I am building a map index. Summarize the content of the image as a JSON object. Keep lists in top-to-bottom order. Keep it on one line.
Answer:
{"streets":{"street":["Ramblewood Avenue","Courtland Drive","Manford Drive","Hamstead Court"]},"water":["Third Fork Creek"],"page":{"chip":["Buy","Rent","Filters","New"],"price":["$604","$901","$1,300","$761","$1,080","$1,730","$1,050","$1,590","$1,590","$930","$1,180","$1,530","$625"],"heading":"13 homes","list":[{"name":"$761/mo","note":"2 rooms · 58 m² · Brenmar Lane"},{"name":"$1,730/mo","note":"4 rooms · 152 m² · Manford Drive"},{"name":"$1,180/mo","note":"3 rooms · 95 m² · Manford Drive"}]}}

---

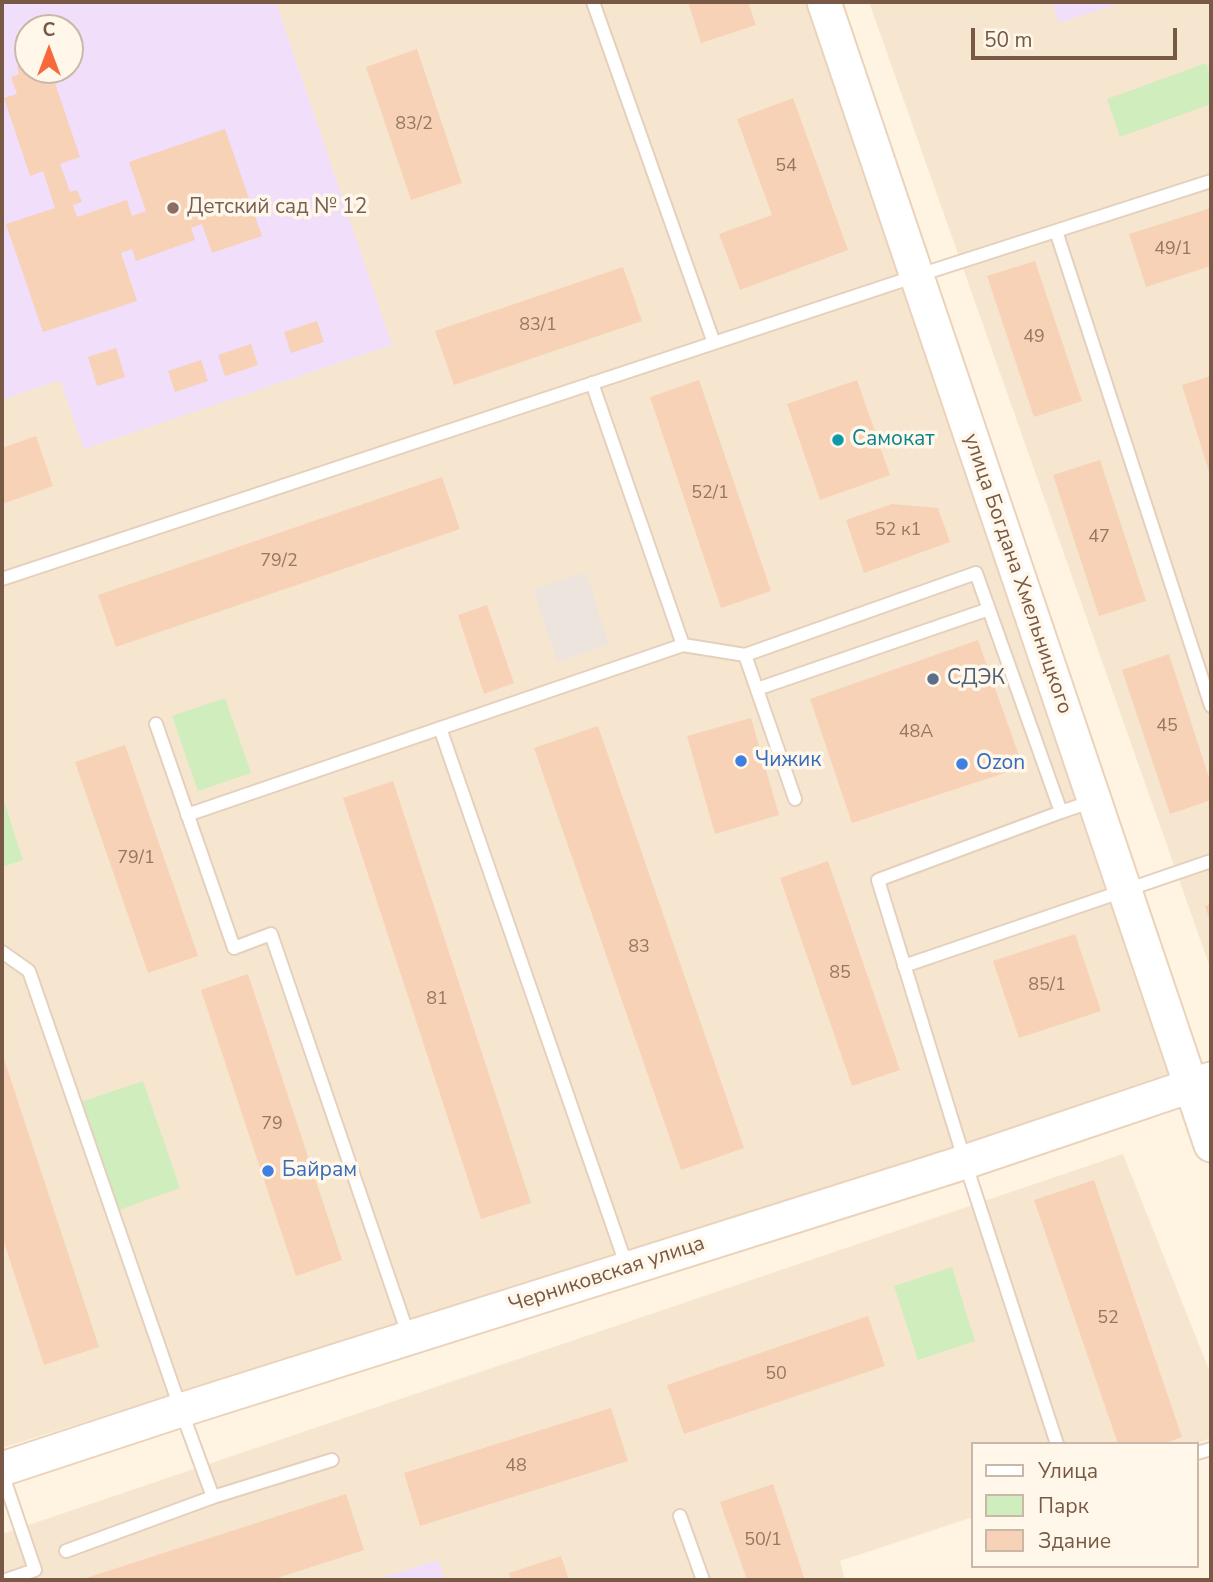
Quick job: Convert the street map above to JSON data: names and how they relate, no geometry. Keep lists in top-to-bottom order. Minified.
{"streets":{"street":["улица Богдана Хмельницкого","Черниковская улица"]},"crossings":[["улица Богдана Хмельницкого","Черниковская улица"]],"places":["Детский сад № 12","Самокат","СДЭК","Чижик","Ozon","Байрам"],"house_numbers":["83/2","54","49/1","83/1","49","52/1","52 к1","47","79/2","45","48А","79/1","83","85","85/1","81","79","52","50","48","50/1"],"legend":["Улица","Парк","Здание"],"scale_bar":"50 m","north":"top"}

* * *

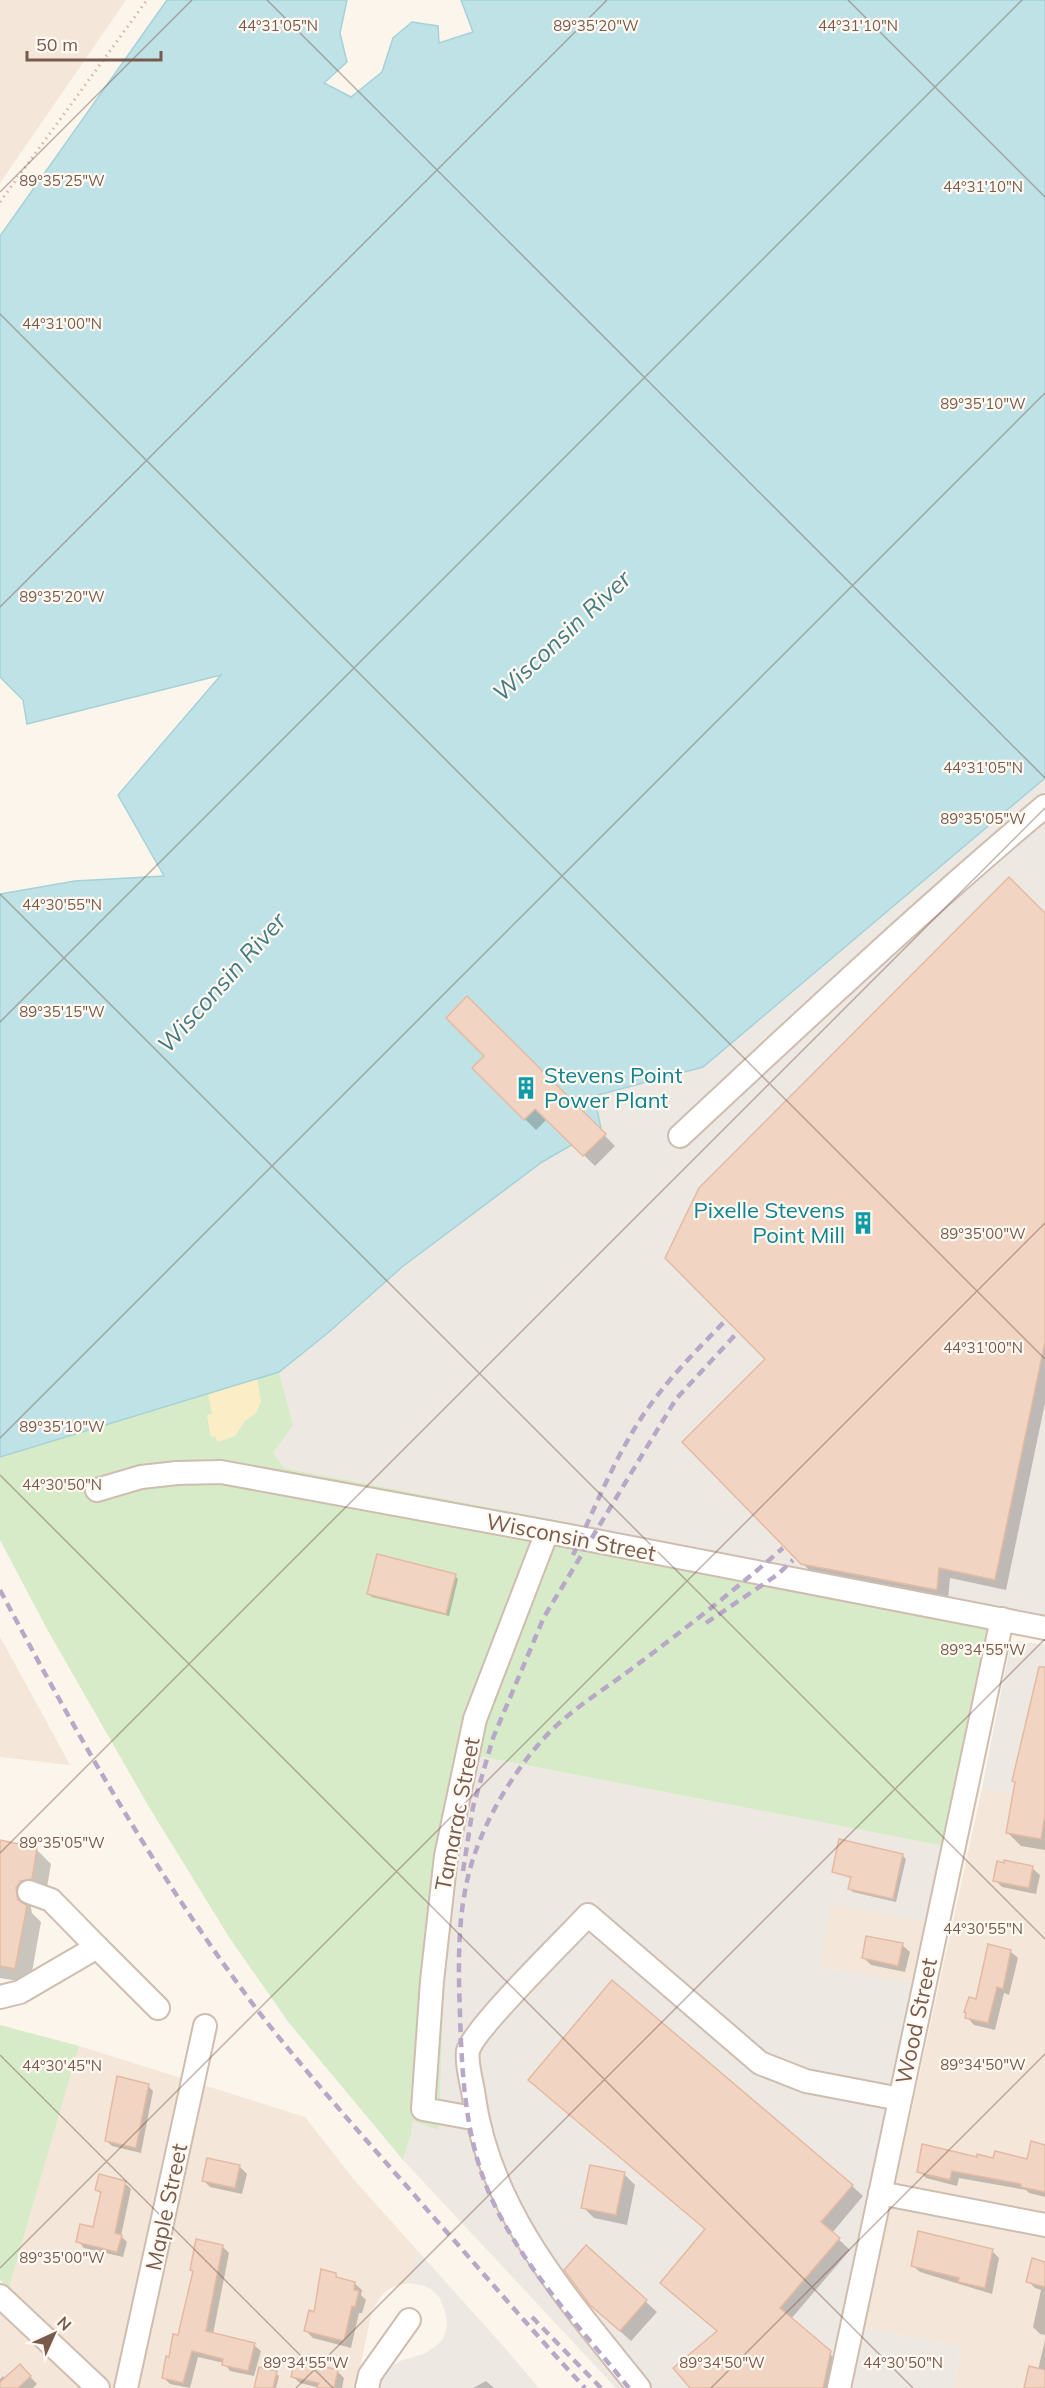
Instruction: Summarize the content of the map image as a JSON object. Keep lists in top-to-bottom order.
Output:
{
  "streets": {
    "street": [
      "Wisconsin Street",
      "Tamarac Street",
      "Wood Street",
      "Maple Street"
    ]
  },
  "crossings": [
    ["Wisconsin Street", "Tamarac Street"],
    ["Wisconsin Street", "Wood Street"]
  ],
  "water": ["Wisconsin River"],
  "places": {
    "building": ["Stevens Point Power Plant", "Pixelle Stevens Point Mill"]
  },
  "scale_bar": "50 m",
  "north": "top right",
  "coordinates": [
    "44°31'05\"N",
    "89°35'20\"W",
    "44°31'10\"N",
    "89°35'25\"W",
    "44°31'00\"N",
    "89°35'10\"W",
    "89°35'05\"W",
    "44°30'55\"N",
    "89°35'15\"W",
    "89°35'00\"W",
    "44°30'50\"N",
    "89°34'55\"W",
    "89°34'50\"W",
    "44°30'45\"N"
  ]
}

* **Instructions for the task**:
Where a line of the entries holds the string "object", include it in the count, and give only the final number.

* **Task output**:
2